Un investimento di 20 miliardi di euro all’anno da parte della Unione Europea per partecipare alla rivoluzione digitale e allo sviluppo delle applicazioni industriali della intelligenza artificiale di interesse dei paesi dell’Unione. L’annuncio è del Presidente Ursula von der Leyen. Una grande decisione per non lasciare soli a competere Stati Uniti e Cina, per andare incontro al futuro. Sarà interessante osservare come questo nostro governo sarà rappresentato, quali proposte farà, quale ruolo giocherà.

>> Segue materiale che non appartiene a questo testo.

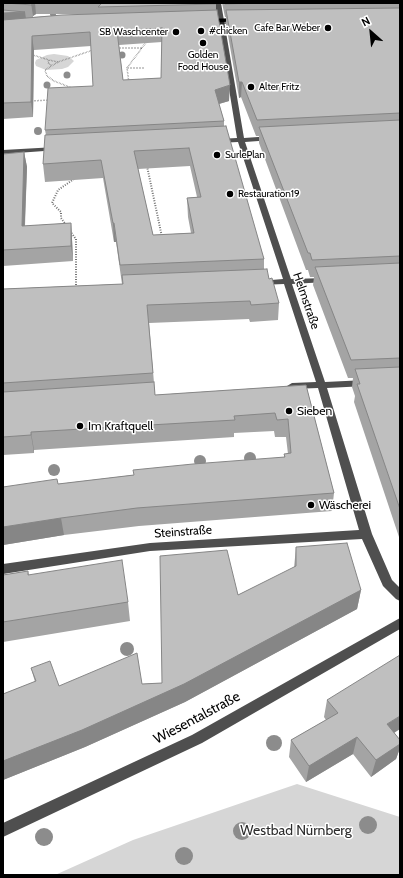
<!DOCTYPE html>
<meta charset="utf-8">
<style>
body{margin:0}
#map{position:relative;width:403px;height:878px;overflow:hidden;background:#fff;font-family:Cabin,sans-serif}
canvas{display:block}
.frame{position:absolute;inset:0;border:4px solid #000;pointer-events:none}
.north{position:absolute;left:351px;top:12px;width:40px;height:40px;-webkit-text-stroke:3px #fff;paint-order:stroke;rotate:333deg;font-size:11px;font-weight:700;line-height:16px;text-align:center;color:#000}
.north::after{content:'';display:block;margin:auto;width:14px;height:18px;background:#000;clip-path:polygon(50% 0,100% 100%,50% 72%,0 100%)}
</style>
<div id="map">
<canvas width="403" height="878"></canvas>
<div class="frame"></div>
<div class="north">N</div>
</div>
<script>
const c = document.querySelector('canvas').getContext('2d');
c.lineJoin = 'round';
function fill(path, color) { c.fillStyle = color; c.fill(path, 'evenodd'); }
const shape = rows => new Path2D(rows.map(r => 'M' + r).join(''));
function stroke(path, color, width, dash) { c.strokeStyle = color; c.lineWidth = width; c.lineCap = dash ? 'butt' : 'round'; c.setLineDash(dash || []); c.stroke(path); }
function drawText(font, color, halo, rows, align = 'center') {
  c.font = font + ' Cabin,sans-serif'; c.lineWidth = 3; c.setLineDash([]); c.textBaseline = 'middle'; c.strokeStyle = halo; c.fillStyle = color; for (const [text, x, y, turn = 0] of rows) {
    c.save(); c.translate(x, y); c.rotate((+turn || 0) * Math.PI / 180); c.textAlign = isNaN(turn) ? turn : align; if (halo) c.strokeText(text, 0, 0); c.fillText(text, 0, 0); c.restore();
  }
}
fill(shape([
 [54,54,68,56,74,61,68,67,62,69,46,70,36,66,35,63,36,60,47,55],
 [297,784,400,817,400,875,55,875,133,840]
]), '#d6d6d6');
stroke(shape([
 [116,48,143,48],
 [33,55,49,60],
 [51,65,48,63,49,60,58,62],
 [127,68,144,68],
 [129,83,127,68,147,41],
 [72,88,54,81,47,76,45,70,58,62,93,50],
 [31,101,50,100]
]), '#717171', 1.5, [0.5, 1]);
stroke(shape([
 [147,166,162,237],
 [66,225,61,218,61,212,52,203,58,190,74,179],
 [70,231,76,239,76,288]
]), '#717171', 2, [1, 1.5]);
fill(shape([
 [215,3,221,3,244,138,272,136,275,138,272,140,245,142,291,279,326,278,330,280,326,282,292,284,325,382,366,380,371,383,366,386,327,388,372,534,392,580,400,588,400,601,396,599,383,586,362,539,150,551,3,574,3,564,150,543,359,530,318,388,292,389,287,386,292,383,316,382,284,284,260,285,256,283,260,281,283,279,238,142,218,143,215,141,218,139,237,138,215,3],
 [56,147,58,148,58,150,3,154,3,150,56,147],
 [400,618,400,629,202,743,3,837,3,823,192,735,400,618]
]), '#4f4f4f');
fill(shape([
 [239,18,242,20,241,21,207,23,204,21,207,19,239,18]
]), '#000');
stroke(shape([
 [209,23,237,23]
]), '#000', 1);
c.fillStyle = '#8c8c8c';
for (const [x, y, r] of [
 [53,14,3],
 [122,55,3.5],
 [67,75,3.5],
 [47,85,3.5],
 [38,131,4],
 [250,458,6],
 [200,461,6],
 [54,470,6],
 [127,649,7],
 [274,743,8],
 [368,825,9],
 [242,831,9],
 [44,837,9],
 [184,856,9]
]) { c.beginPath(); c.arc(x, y, r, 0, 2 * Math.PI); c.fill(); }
fill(shape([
 [3,3,216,3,216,11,229,101,219,104,224,121,224,127,264,259,264,269,269,279,279,303,278,320,250,322,249,319,149,323,155,395,306,385,334,493,332,511,139,526,64,535,3,545,3,487,58,484,284,457,284,454,288,454,286,437,275,437,274,431,234,433,234,437,34,450,34,453,3,455,3,289,122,284,116,242,114,242,103,178,45,182,43,164,46,135,45,130,93,86,91,46,34,50,33,117,3,119],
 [36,14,86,14,33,17,33,16],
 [162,42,161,78,123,80,119,45],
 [190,166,197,197,187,198,188,217,191,233,153,235,138,169],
 [222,3,400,3,400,540,354,402,355,396,352,387,353,378,348,378,313,285,314,277,310,277,308,270,306,270,259,143,259,136,256,136,241,97,239,98,226,24,226,17,225,17],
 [24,152,27,167,25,226,71,223,72,239,73,261,3,266,3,154],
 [296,547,361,590,357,609,185,702,85,747,3,780,3,694,35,682,31,668,59,686,142,684,162,683,238,595,294,568],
 [28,571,29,575,128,602,130,621,3,642,3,575],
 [327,700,394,733,400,740,400,748,396,759,371,777,353,754,306,782,289,757,291,740,326,720,324,717]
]), '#a4a4a4');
fill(shape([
 [31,3,35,3,36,14,33,16],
 [25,12,27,26,3,27,3,13],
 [32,36,34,50,33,117,31,102],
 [239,82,242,82,241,97,239,98],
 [230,85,229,101,215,105,215,90],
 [24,152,27,167,24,242,22,226],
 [71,223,72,239,73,261,71,246],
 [113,223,114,223,116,242,114,242],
 [31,432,34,450,34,453,31,435],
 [61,518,64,535,3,545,3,527],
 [361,590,357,609,185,702,85,747,3,780,3,761],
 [400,716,400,729,382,741,387,724],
 [357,737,353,754,306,782,309,766],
 [400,744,400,748,396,759,371,777,376,760]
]), '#868686');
const building = shape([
 [5,3,31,3,32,5,5,3],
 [100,3,216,3,216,4,98,7,101,4,100,3],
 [225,3,262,3,225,4,225,3],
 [400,8,400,113,257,120,242,82,239,82,226,10,400,8],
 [3,10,25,12,3,13,3,10],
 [217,10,230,85,215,90,224,121,45,130,48,88,93,86,90,32,32,36,31,102,3,103,3,20,62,15,217,10],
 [162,28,161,78,123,80,117,31,162,28],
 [400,120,400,256,312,260,310,253,308,253,259,127,400,120],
 [226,126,264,259,120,265,114,223,113,223,101,160,43,164,45,135,226,126],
 [189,148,201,197,187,198,194,233,153,235,134,151,189,148],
 [24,152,22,226,71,223,71,246,3,250,3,154,24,152],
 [400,263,400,358,351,360,315,267,400,263],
 [267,269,269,279,272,278,279,303,251,305,250,301,147,305,153,373,3,383,3,289,123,284,122,275,267,269],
 [400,367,400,509,357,384,360,384,355,369,400,367],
 [154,382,155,395,306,385,334,493,137,508,61,518,3,527,3,487,57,479,58,484,134,475,133,470,193,464,285,457,284,454,291,453,288,419,277,420,275,413,234,416,235,420,31,432,31,435,3,437,3,392,154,382],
 [347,543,361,590,184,684,82,730,3,761,3,694,36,681,31,668,50,661,59,686,137,653,142,684,162,683,160,556,227,550,238,595,296,566,296,547,347,543],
 [122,560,128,602,3,622,3,575,28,571,28,575,122,560],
 [400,655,400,716,387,724,400,740,400,744,376,760,357,737,309,766,291,740,338,713,327,700,400,655]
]);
fill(building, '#bfbfbf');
stroke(building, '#868686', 1);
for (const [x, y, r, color] of [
 [328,28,4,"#000"],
 [201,31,4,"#000"],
 [176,32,4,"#000"],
 [203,43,4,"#000"],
 [251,87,4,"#000"],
 [217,155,4,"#000"],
 [230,194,4,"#000"],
 [289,411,4,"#000"],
 [80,426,4,"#000"],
 [311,505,4,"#000"]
]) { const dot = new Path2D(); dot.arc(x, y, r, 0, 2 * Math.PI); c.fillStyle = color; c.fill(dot); stroke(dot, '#fff', 1.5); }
drawText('10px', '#000', '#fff', [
 ["Cafe Bar Weber",320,28,"right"],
 ["#chicken",209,31],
 ["SB Waschcenter",168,32,"right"],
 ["Golden",203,55,"center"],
 ["Food House",203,67,"center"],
 ["Alter Fritz",259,87],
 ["SurlePlan",225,155],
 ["Restauration19",238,194]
], 'left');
drawText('12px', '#000', '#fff', [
 ["Helmstraße",306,301,71],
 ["Steinstraße",183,532,-4]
]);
drawText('12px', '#000', '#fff', [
 ["Sieben",297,411],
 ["Im Kraftquell",88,426],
 ["Wäscherei",319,505]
], 'left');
drawText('14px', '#000', '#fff', [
 ["Wiesentalstraße",197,718,-28]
]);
drawText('14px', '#2d2d2d', '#fff', [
 ["Westbad Nürnberg",296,831]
]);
</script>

L’operazione Banca Intesa UBI? Grande operazione e davvero in linea con quanto sta succedendo nelle banche a livello mondiale. È vero che hanno detto che assumeranno 2500 giovani, ma hanno anche detto che licenzieranno più o meno 7.500 dipendenti con la chiusura di quasi 500 filiali e con relativo impatto sull’indotto a livello periferico. Il governo, i sindacati, i media, gli analisti prima di alzarsi in piedi e applaudire perché non esaminano davvero il significato per il paese (occupazione, potere sul sistema, ruolo nello sviluppo industriale, politiche finanziarie, la competizione sul mercato).

Non è inutile ricordare che anche le previsioni dell’Unicredit prevedono la espulsione di circa 5 mila persone in tre anni. Qualcuno ci sta pensando?

Della Siria non se ne parla più, come se, dopo nove anni tremendi, la guerra sia finita. E invece da circa due mesi le ostilità sono riprese da parte delle forze governative (supportate dai russi) e stanno uscendo dal paese (per scappare) circa un milione di persone, la maggior parte donne e bambini, come mai prima. Le temperature in questi mesi sono rigide e si arriva ai dieci sotto zero. L’ONU lancia appelli, il mondo se ne frega, intanto si consuma una tragedia spaventosa con il supporto delle potenze occidentali. L’umanità non si trova più da nessuna parte, certamente non da quelle parti.